L’anno affonda nella notte,
ma più giù che la notte il cuore affonda
fino a una vuota plaga
corsa e corsa dal vento
senza luce di sole stelle o luna.
Solo è una luce, come di pensiero,
e tetro un fuoco ne serpeggia,
mulinante, che freddo
avvampa infine in consapevolezza
di nulla che si conosca
e non è solitudine nemmeno
– anche uno spettro lo si abbraccerebbe –
vuoto, disperazione…
(e chi geme, chi sibila…) tra i lampi
e i tuoni di guerra:
case che oltre il pensabile
hanno fredde le stanze,
partita la gente che amammo
e vuoti i letti, umidi i divani,
le poltrone deserte.
Nascondile queste cose dove ti pare,
che mettano radici via dalla memoria
e crescano lungi da occhi
ed orecchi gelosi,
senza rapporto, sole.
Tutti a questa miniera vengono a scavare.
E’ questa la matrice
della più dolce musica?
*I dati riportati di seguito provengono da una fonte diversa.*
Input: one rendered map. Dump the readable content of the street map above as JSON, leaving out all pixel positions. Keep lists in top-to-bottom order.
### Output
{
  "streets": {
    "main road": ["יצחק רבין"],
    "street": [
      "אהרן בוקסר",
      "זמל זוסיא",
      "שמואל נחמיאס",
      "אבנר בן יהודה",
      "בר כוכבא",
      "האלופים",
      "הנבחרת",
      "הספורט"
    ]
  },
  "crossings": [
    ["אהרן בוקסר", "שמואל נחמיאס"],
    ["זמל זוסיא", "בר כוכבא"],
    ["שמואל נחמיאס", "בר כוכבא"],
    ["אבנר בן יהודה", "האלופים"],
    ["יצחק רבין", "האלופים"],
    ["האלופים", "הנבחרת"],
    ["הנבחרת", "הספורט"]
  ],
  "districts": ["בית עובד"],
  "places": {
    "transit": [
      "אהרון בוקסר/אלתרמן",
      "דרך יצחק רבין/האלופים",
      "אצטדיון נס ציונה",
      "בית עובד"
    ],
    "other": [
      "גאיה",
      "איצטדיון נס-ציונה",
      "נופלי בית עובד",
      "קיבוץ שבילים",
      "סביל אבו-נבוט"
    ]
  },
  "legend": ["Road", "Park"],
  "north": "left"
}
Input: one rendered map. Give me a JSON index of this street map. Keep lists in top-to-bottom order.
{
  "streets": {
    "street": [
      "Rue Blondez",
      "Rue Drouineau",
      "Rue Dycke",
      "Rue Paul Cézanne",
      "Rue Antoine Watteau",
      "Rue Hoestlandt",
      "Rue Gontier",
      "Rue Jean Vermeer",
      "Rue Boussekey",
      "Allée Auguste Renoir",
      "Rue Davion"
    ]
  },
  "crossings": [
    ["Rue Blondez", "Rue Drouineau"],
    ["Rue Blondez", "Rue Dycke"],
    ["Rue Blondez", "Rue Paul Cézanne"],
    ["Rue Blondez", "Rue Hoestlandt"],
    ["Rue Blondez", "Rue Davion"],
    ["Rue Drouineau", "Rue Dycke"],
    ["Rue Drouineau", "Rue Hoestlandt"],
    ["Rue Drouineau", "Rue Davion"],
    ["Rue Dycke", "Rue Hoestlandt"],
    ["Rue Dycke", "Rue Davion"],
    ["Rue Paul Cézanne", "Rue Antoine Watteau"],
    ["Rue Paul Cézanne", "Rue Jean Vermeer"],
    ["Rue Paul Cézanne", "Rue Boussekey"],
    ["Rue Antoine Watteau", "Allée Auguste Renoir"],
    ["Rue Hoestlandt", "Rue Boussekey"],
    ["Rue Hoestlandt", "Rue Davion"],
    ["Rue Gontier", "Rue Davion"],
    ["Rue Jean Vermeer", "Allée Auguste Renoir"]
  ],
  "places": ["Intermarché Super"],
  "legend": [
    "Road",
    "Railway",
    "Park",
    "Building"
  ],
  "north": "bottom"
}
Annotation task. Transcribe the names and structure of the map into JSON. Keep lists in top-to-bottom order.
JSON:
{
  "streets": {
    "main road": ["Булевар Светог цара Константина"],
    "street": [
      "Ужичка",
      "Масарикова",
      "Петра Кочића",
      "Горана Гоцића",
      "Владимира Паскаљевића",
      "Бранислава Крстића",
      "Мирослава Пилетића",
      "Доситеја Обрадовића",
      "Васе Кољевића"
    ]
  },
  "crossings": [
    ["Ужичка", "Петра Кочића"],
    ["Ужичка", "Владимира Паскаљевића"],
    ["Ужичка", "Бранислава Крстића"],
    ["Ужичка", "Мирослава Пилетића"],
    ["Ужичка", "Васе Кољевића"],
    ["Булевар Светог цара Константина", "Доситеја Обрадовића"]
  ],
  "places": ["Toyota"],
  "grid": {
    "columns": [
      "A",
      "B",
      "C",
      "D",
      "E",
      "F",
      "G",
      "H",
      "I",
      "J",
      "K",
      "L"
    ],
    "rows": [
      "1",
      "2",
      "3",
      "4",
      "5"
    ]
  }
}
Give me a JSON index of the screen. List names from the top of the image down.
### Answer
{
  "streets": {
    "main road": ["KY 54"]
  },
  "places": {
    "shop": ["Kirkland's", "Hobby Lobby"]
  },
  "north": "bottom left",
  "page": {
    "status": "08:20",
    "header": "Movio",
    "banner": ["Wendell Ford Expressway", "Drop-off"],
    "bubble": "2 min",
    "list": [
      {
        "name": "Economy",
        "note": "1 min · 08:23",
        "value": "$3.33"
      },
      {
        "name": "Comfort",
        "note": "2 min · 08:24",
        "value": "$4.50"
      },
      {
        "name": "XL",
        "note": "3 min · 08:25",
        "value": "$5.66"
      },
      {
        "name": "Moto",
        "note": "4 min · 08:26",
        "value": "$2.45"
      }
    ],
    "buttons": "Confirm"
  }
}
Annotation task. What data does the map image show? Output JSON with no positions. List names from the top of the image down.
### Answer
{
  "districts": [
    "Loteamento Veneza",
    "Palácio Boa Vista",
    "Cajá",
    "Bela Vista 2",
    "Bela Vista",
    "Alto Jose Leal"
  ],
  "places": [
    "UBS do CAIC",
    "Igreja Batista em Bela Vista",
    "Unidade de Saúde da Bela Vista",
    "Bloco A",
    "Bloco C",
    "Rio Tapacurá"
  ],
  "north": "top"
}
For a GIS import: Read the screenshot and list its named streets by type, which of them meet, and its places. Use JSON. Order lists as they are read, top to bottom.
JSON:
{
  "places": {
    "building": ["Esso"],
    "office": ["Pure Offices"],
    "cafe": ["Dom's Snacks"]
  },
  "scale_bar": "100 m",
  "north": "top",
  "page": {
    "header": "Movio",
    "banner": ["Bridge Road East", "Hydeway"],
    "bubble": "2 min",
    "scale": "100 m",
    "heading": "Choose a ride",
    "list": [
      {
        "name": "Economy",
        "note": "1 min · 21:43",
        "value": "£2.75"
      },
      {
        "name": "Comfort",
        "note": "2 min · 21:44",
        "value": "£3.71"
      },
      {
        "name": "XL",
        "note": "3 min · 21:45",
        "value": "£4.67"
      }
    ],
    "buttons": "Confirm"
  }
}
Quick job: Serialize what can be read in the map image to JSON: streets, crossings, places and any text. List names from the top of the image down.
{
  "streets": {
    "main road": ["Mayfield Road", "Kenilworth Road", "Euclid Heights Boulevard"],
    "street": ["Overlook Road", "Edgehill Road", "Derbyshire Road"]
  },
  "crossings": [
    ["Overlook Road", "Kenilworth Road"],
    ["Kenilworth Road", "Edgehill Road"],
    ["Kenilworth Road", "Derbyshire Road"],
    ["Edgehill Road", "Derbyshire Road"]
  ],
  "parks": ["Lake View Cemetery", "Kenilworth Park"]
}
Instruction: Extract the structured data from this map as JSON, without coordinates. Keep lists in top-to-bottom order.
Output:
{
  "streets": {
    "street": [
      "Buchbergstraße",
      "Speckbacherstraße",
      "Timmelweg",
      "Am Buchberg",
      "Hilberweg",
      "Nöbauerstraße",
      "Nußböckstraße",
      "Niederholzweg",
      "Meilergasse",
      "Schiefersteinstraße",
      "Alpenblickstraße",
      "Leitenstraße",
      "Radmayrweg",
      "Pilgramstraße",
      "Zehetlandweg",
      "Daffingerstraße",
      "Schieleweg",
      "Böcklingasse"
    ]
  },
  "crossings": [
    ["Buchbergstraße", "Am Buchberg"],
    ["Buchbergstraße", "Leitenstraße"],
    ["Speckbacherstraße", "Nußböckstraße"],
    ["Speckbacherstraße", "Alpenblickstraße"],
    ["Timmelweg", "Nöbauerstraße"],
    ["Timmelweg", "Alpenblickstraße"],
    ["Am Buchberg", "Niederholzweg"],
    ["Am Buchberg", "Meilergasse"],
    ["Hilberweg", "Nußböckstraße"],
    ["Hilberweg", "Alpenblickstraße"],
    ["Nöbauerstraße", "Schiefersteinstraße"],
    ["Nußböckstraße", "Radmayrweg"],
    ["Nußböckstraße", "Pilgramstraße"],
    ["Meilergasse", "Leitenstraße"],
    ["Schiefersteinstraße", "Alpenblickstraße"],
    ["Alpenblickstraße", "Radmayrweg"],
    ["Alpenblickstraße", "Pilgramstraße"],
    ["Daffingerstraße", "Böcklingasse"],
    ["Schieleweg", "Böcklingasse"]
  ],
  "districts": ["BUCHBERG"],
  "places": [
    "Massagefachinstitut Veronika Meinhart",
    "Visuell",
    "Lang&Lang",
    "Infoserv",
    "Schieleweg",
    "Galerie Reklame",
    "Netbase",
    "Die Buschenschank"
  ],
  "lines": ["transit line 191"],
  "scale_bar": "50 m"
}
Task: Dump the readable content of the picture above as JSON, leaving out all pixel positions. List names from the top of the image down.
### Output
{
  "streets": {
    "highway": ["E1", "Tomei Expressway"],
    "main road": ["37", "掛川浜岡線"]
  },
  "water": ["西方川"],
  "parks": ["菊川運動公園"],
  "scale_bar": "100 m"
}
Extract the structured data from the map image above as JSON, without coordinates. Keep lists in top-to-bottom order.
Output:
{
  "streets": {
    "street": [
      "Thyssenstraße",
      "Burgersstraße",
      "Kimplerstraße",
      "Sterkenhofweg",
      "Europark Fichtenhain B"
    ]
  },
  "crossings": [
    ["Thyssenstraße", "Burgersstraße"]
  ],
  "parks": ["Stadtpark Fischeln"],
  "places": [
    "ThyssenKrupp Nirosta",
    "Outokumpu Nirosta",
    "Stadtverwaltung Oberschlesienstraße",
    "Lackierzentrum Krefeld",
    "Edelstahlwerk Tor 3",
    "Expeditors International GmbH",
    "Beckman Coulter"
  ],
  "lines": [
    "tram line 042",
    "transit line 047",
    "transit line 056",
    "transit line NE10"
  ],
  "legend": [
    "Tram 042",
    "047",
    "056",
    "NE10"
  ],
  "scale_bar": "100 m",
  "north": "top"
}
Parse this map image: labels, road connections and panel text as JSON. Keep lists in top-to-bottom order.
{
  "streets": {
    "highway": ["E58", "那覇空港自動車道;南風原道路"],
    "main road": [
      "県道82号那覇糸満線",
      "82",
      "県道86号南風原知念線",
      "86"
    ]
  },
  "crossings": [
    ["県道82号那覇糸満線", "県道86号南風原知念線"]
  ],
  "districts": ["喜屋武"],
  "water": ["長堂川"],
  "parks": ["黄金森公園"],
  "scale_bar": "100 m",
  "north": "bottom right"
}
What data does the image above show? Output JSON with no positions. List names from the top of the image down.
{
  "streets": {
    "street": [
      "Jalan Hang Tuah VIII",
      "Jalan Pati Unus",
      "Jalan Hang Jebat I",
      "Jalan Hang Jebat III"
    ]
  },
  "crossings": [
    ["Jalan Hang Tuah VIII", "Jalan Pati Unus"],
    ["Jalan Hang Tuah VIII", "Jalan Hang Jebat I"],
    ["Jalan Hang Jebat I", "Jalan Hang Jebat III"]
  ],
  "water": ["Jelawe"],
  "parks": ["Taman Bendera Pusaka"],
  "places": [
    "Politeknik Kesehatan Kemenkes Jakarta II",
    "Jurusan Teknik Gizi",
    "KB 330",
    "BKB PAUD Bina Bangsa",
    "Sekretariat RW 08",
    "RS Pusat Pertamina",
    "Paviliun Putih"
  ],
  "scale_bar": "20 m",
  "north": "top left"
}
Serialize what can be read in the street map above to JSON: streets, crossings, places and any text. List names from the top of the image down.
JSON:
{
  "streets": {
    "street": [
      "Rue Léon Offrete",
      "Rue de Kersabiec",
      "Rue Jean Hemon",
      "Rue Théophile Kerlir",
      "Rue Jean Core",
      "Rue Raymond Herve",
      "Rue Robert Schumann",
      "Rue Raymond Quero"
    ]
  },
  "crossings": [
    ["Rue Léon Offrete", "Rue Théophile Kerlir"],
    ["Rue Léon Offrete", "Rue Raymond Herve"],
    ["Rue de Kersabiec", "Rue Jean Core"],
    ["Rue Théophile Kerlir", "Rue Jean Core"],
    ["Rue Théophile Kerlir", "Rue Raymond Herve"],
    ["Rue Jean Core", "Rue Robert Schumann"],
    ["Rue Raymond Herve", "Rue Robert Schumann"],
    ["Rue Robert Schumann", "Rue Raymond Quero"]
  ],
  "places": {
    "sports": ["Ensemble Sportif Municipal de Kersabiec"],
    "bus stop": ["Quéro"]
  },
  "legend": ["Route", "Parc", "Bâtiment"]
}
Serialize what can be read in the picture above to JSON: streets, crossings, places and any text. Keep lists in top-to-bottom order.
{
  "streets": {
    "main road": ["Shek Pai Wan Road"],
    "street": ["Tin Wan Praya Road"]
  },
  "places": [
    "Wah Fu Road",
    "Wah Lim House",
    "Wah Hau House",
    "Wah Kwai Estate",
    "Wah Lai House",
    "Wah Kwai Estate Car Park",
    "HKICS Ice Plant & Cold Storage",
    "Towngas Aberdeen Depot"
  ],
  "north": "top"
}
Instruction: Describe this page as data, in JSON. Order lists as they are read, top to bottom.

La fonte
di poesia che dice,
se l’orologio è fermo,
fermo è l’orologio che ieri
scandiva gli attimi
così sicuro?
E battere ascolta
il fiotto dell’acqua lacustre
che ora è pietra.
(Traduzione di Vittorio Sereni)
***
Non desta meraviglia (piacevolmente tutt’altro) il post che Francesco Marotta
ha dedicato a William Carlos Williams e, in particolare, a questa poesia. Francesco si è riferito sicuramente, come molti o pochi altri di noi, al libro che Einaudi pubblicò nel lontano 1961 sulle “Poesie” del poeta americano, tradotte e presentate da Vittorio Sereni e Cristina Campo. Stiamo parlando di grande poesia e di un grande poeta, per chi non l’avesse inteso, ma la scelta di Francesco per Williams è ancora più profonda di quello che sembra. Willima Carlos Williams (1883-1963)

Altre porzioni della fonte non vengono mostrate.